Secondo la definizione della citata direttiva europea 2012/29/UE, giustizia riparativa è qualsiasi procedimento che permette alla vittima e all’autore del reato di partecipare attivamente e liberamente alla risoluzione dei problemi derivanti dal reato con l’aiuto di un soggetto terzo imparziale. In una parola, l’obiettivo finale dell’approccio riparativo è il benessere.
Il Servizio riparativo, in fase di start up presso l’Osservatorio sociale sulla criminalità, lavorerà nell’ottica riparativa di cercare di ristabilire un equilibrio tra la vittima e l’autore, consentendo, da un lato, l’elaborazione del senso di colpa, dall’altro evitando la “vittimizzazione secondaria”: una condizione di sofferenza ulteriore che la vittima subisce per scarsa attenzione nei suoi confronti da parte delle istituzioni o di chi dovrebbe tutelarla.
Sono emersi spunti interessanti che incoraggiano a intervenire sull’autoefficacia sociale delle persone coinvolte, accrescere il vissuto di speranza, ottimismo e resilienza.

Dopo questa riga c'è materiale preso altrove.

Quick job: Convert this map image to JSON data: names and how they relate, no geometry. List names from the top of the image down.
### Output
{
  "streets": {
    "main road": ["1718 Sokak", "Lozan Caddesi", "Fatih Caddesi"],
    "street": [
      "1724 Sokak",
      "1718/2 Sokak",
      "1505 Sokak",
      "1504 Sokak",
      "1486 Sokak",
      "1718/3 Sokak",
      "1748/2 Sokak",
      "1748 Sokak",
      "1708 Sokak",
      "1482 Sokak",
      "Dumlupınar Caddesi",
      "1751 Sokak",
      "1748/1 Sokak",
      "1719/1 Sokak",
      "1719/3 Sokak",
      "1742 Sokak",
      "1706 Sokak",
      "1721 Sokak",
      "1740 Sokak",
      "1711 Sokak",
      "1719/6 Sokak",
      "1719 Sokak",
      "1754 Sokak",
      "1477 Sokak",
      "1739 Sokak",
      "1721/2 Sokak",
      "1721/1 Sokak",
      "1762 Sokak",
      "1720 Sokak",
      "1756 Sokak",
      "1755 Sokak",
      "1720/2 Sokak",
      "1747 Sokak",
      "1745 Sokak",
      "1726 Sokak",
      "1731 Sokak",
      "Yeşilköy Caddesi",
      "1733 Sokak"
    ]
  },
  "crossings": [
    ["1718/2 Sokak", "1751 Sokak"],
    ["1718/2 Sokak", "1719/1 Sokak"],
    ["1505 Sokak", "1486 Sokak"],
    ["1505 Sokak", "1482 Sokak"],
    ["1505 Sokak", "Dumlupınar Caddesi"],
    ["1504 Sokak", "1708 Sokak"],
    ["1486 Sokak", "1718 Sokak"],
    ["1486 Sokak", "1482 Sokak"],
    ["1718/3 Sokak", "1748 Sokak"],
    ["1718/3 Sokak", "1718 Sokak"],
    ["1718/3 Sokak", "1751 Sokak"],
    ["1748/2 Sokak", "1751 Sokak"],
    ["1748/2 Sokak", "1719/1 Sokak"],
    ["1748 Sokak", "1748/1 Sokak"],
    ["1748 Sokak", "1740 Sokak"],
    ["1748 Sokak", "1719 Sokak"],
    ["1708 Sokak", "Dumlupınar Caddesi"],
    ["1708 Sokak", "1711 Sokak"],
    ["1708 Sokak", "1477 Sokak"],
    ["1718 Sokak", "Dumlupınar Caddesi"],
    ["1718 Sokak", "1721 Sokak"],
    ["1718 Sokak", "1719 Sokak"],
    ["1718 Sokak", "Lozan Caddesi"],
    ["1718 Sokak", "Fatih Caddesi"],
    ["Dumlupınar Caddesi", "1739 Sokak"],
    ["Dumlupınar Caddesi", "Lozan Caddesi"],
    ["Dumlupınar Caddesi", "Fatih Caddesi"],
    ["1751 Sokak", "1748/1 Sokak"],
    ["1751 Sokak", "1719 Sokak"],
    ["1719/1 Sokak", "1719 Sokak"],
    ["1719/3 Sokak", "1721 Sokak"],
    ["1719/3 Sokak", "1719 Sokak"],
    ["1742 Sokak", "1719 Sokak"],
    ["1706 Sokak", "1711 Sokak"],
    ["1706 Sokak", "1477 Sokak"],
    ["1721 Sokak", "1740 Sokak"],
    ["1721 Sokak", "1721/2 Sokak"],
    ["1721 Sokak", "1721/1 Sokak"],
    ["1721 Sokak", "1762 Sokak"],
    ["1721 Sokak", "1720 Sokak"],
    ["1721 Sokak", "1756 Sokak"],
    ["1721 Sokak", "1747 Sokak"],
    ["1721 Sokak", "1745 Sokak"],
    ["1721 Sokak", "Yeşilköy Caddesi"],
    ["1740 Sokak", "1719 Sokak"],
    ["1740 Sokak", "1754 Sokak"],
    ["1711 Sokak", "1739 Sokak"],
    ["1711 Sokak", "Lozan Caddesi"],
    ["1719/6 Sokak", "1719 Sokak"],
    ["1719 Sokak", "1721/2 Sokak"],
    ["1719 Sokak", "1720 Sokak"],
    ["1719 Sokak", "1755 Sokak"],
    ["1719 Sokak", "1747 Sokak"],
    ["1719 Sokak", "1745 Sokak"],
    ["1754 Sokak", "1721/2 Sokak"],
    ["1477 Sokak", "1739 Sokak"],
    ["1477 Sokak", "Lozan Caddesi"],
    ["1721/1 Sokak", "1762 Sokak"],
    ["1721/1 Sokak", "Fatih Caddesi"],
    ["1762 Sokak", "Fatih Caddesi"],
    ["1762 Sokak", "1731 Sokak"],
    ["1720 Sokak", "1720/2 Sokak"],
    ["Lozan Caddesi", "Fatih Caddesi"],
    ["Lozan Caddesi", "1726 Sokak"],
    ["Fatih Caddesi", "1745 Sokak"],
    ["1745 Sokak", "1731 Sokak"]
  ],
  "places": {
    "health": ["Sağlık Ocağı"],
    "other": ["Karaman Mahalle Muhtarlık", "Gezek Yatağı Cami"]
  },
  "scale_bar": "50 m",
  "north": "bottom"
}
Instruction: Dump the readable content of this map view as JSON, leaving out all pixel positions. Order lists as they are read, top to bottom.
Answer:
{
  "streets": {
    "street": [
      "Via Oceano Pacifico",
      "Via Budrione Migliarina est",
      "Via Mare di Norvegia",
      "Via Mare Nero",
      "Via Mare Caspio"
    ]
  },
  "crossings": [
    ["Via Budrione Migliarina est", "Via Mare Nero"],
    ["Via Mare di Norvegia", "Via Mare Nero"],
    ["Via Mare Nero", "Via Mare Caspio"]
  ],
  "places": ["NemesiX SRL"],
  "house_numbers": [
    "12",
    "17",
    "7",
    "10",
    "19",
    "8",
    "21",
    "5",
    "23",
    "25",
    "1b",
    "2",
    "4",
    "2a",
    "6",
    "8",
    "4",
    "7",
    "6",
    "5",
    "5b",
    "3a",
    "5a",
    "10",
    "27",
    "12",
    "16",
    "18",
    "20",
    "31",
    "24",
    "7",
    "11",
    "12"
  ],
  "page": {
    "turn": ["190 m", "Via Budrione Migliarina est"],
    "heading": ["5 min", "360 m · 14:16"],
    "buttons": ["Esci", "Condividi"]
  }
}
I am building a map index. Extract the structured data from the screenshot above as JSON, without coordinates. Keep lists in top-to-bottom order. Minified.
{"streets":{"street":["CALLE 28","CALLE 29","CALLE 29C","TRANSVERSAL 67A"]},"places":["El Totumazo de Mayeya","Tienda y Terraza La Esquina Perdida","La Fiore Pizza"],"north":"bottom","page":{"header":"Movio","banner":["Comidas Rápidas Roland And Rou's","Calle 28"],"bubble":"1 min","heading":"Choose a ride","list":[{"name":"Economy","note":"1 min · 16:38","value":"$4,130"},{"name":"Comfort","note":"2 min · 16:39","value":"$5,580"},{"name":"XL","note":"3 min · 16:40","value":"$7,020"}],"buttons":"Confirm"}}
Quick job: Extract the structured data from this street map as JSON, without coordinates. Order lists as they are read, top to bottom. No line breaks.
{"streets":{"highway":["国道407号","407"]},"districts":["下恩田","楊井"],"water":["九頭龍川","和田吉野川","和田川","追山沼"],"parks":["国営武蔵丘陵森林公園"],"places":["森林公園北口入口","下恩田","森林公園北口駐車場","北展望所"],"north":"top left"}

Decisivo il ruolo della casa di reclusione di Nuchis (Tempio Pausania) nella quale si sono svolte due conferenze riparative, compresa l’ultima del 25 giugno. Durante il seminario, la direttrice Carla Ciavarella ha sottolineato l’importanza della collaborazione con Patrizia Patrizi e il valore del progetto di ricerca che contribuisce a far conoscere la realtà di fuori a chi sta dentro il carcere, e la realtà del carcere alla comunità esterna.
Del compito di rieducare i condannati, enunciato nell’articolo 27 della Costituzione, hanno parlato sia Riccardo De Vito, Magistrato di Sorveglianza, che Giampaolo Cassitta, referente Giustizia riparativa del Provveditorato regionale amministrazione penitenziaria Sardegna. Ettore Cannavera, direttore della Comunità La Collina di Serdiana, ha portato la sua esperienza “riparativa” a contatto con i giovani autori di reato. Il seminario si è chiuso con l’intervento di Maria Pia Giuffrida, già direttrice dell’osservatorio nazionale sulla giustizia riparativa, fondatrice dell’Associazione Spondé, che ha rimarcato l’importanza di ascolto e tutela della vittima.
Il Servizio riparativo ha cominciato la fase di formazione del personale volontario e sarà attivo per l’accoglienza da ottobre. Lo sportello, sotto la responsabilità scientifica di Patrizia Patrizi, sarà coordinato da Gian Luigi Lepri e funzionerà grazie alla collaborazione di due psicoterapeuti esperti in psicologia giuridica, Ernesto Lodi e Maria Luisa Scarpa con la consulenza legale di Nicola Fresu e il supporto di alcuni volontari.